Sustainable 3D-printed β-galactosidase immobilization coupled with continuous-flow reactor for efficient lactose-free milk production

Abstract

The production of low-lactose and lactose-free milk remains a critical challenge. Novel enzyme immobilization integrated with the flow reactor that could be applied to hydrolyze milk with cost-effectiveness, facilitation, and safety is highly expected. Here, we present a novel continuous-flow bioreactor loaded with β-galactosidase (β-Gal) covalently immobilized 3D-printed scaffolds for the production of lactose-free milk. 3D-printed polylactic acid (PLA) scaffolds modified by self-assembly of polyethyleneimine and sodium hyaluronate layers are rapidly branched with functional groups, followed by covalent immobilization of β-Gal using genipin as the cross-linker.

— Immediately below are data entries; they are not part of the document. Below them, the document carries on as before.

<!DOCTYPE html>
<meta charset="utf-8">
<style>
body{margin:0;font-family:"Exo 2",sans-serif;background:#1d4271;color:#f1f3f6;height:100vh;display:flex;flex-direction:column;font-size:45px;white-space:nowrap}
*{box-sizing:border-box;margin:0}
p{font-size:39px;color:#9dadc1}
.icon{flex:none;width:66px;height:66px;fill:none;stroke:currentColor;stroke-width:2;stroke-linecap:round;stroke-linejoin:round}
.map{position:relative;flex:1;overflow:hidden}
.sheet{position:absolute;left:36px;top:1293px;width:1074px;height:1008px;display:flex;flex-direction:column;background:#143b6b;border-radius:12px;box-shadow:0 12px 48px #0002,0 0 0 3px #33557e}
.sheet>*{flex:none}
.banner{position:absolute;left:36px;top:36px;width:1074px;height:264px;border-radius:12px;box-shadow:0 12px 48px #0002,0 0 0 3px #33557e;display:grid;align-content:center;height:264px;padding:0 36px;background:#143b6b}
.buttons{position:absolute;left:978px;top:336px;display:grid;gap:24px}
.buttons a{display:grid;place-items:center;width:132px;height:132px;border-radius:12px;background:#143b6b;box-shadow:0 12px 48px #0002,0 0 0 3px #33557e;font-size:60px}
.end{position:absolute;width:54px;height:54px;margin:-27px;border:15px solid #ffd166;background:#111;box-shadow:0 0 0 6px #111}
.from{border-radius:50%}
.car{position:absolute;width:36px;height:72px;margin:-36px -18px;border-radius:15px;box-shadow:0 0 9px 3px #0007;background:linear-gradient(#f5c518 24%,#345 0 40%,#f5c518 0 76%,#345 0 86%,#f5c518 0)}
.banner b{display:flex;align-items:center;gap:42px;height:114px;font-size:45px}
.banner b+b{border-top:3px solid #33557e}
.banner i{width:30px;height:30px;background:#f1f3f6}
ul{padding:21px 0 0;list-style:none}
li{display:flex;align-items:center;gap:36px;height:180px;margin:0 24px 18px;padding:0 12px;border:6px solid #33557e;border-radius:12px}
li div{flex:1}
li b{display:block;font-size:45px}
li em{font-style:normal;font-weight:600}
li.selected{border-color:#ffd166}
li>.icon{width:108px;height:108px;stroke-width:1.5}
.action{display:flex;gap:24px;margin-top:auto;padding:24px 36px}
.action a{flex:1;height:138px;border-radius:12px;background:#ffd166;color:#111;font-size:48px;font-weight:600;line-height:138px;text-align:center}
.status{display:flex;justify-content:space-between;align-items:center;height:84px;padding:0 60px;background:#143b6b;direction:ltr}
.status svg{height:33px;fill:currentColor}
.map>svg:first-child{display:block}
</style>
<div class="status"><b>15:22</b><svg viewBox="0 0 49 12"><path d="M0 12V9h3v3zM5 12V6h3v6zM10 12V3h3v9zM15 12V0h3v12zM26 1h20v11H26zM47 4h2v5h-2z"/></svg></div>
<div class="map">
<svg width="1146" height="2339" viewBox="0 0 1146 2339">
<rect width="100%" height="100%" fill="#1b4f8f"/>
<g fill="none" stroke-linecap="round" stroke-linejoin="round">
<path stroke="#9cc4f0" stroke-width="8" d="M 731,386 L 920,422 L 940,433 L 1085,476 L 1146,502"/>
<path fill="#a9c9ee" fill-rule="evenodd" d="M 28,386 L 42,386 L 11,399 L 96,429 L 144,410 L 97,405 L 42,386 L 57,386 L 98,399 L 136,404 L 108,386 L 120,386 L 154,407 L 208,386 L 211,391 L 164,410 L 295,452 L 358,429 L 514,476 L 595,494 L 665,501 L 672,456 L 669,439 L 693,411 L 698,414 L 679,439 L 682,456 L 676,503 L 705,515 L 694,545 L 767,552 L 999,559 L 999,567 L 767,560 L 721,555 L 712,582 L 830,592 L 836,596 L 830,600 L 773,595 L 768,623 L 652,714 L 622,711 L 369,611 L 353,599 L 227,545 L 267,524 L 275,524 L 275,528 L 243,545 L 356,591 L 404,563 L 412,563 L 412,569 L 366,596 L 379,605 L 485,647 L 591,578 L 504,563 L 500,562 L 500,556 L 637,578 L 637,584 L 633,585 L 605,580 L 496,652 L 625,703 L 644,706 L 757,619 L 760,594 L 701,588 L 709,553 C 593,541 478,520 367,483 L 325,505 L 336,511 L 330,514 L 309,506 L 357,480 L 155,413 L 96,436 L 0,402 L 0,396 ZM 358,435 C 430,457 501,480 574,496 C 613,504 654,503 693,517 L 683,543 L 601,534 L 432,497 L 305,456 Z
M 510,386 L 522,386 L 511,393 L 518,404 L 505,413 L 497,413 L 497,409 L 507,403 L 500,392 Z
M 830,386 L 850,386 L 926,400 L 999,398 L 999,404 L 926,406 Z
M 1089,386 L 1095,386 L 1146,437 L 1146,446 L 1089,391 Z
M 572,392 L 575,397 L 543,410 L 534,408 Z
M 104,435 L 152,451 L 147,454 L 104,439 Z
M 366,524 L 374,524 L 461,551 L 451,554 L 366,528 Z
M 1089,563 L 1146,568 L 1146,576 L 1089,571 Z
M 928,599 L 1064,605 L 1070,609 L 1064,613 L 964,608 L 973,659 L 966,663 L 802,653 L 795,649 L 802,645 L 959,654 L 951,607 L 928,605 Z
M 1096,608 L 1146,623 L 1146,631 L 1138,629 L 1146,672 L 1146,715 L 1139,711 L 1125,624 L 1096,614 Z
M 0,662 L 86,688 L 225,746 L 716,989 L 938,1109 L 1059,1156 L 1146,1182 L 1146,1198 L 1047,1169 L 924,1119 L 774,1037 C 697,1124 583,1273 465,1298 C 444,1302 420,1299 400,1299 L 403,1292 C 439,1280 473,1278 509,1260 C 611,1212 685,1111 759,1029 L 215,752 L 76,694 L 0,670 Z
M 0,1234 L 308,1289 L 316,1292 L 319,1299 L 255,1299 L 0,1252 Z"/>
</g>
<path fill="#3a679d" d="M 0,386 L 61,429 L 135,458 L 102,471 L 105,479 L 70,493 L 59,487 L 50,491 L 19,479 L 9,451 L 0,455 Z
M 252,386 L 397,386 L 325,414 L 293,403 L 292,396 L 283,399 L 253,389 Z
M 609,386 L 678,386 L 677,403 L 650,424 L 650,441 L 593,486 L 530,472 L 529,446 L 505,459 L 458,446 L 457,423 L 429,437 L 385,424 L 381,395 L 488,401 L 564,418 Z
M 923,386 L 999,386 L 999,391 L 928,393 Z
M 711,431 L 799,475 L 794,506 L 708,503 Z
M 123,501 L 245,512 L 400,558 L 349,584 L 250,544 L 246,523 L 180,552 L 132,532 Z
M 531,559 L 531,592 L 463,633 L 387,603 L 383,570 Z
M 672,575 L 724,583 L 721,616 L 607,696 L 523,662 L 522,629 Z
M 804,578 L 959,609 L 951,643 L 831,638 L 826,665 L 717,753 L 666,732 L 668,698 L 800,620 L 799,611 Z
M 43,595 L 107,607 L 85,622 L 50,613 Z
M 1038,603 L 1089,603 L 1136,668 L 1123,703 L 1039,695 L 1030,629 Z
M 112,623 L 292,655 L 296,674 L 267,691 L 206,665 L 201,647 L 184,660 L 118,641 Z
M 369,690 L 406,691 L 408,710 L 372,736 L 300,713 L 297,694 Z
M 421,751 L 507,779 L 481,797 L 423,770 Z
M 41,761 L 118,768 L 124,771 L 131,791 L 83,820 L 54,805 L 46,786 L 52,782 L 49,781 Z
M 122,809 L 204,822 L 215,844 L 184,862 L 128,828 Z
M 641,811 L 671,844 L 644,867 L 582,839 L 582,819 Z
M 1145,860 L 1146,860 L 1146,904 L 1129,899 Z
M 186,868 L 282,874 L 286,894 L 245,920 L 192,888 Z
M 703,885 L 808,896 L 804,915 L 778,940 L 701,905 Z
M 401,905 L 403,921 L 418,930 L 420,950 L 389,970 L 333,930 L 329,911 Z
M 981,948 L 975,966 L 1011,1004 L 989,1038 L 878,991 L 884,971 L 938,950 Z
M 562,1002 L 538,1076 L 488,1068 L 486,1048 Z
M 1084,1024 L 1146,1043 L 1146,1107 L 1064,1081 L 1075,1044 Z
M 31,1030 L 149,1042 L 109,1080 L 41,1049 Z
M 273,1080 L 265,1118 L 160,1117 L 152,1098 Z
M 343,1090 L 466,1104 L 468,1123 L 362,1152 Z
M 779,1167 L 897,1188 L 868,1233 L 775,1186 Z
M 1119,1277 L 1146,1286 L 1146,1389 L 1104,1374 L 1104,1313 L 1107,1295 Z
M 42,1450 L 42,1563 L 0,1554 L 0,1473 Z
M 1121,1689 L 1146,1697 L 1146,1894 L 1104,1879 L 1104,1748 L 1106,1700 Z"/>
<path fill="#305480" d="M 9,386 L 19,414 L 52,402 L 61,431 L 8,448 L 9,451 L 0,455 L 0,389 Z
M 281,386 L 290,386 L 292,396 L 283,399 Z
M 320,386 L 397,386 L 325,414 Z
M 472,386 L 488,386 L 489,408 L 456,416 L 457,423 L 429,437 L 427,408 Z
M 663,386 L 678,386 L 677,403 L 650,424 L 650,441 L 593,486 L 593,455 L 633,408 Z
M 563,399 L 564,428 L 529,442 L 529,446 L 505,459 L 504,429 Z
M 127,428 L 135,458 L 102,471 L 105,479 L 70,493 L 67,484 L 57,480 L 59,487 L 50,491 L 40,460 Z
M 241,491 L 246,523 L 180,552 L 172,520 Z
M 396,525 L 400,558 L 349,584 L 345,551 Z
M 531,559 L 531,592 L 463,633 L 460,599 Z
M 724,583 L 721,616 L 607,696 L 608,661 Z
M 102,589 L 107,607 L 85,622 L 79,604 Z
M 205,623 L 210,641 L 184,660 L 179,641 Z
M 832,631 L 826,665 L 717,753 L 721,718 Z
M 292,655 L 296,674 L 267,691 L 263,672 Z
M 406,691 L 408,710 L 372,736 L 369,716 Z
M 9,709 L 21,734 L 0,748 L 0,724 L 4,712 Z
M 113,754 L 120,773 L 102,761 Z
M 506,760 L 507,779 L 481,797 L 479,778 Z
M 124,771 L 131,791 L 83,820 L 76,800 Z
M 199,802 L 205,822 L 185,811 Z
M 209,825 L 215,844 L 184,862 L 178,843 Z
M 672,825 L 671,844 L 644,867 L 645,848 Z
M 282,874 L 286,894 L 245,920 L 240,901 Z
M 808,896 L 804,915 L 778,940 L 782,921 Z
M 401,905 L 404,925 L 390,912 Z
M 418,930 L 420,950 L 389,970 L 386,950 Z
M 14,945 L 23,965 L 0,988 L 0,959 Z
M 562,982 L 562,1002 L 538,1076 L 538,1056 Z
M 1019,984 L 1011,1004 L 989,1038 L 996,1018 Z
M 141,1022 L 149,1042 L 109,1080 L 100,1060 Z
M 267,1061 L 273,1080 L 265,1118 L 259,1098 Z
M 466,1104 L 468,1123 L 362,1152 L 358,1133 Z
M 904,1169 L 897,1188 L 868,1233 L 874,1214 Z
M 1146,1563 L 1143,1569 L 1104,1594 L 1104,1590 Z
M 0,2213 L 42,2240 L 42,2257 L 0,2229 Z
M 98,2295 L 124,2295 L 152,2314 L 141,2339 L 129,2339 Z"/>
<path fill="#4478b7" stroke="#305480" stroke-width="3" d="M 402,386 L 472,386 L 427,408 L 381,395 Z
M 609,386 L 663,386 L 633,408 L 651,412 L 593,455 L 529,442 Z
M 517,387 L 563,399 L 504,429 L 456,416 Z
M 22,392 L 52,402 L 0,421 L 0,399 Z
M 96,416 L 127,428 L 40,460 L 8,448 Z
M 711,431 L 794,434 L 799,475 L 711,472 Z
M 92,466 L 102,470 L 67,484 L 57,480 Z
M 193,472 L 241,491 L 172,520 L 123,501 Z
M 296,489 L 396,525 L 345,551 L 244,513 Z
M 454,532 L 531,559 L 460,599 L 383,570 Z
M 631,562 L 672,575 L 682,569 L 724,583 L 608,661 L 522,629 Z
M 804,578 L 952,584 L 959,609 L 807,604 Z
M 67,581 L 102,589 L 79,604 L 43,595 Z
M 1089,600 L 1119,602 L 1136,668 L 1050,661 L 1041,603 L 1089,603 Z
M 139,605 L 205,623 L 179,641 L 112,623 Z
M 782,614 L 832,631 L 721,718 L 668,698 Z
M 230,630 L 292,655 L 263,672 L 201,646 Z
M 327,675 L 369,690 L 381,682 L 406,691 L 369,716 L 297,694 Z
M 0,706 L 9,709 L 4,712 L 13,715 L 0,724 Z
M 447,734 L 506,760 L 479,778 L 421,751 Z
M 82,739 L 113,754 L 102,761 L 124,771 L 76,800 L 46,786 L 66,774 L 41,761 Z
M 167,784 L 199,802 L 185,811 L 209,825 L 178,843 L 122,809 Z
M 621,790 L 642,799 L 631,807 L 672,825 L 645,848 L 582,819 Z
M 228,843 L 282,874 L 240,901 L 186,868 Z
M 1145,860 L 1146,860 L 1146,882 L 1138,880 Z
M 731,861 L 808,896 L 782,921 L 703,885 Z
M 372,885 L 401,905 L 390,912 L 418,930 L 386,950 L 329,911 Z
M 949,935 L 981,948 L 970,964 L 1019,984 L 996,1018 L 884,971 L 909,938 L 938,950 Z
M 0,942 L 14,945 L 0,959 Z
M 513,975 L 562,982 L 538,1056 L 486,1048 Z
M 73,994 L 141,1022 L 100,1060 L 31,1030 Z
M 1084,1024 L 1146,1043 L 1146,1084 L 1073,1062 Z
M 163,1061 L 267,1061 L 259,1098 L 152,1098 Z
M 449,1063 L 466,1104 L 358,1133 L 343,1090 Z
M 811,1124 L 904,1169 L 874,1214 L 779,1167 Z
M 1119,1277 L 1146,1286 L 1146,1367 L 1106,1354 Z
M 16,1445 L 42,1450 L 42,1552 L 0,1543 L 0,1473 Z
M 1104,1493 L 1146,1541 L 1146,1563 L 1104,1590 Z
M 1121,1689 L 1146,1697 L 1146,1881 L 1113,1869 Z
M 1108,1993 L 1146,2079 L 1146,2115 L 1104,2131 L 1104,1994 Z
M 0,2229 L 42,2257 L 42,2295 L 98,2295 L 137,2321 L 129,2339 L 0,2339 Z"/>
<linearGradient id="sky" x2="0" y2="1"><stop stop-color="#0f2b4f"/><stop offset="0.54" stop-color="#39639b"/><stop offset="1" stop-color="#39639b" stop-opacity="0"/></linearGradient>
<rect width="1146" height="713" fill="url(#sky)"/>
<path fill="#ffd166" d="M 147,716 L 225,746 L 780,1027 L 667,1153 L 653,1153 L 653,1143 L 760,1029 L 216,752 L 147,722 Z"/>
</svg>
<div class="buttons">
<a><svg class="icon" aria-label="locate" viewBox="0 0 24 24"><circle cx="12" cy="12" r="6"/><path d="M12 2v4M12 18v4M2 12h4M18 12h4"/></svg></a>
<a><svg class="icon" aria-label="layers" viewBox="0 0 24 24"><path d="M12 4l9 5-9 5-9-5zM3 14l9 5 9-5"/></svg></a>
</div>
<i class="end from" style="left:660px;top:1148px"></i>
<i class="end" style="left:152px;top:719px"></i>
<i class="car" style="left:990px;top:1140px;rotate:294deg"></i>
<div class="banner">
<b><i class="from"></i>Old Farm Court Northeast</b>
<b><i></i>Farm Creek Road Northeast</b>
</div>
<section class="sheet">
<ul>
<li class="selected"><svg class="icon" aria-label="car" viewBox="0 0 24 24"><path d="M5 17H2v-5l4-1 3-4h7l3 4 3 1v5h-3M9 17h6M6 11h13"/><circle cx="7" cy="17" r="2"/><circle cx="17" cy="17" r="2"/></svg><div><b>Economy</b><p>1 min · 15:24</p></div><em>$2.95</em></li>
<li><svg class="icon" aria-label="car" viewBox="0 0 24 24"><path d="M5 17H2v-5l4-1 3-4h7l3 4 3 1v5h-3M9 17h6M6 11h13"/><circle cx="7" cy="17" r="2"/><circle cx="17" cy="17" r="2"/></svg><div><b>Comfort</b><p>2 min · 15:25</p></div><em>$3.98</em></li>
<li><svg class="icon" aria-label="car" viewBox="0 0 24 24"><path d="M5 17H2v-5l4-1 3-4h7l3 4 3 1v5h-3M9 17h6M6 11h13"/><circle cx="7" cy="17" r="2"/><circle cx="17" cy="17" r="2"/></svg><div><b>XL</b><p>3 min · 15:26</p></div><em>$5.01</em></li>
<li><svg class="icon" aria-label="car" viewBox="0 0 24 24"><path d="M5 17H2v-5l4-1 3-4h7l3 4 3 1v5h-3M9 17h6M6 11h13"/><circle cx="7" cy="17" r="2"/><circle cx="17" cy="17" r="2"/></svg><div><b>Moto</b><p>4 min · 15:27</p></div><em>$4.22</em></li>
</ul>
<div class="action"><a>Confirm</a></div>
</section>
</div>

The use of genipin allows efficient and stable immobilization of the enzyme (92.87 % immobilization efficiency), and the immobilized enzyme retains 90.53 % activity after 6th repeated use. Moreover, the 3D-printed scaffolds integrated into the flow reactor perturbed the fluids in the different reactors through directional channels, which improved the internal mass transfer to achieve high catalytic activity (94.20 % lactose hydrolysis efficiency). The lactose residues of milk reacted in the β-Gal flow reactor for 6 and 12 h were 1.87 g dL-1 and 0.38 g dL-1, which fully met the requirements of the national food safety standards for low-lactose and lactose-free milk. Due to the high efficiency of enzyme immobilization and the stable catalytic activity of the reactor, it has a broad application prospect for the production of low-lactose and lactose-free milk and other biocatalytic fields.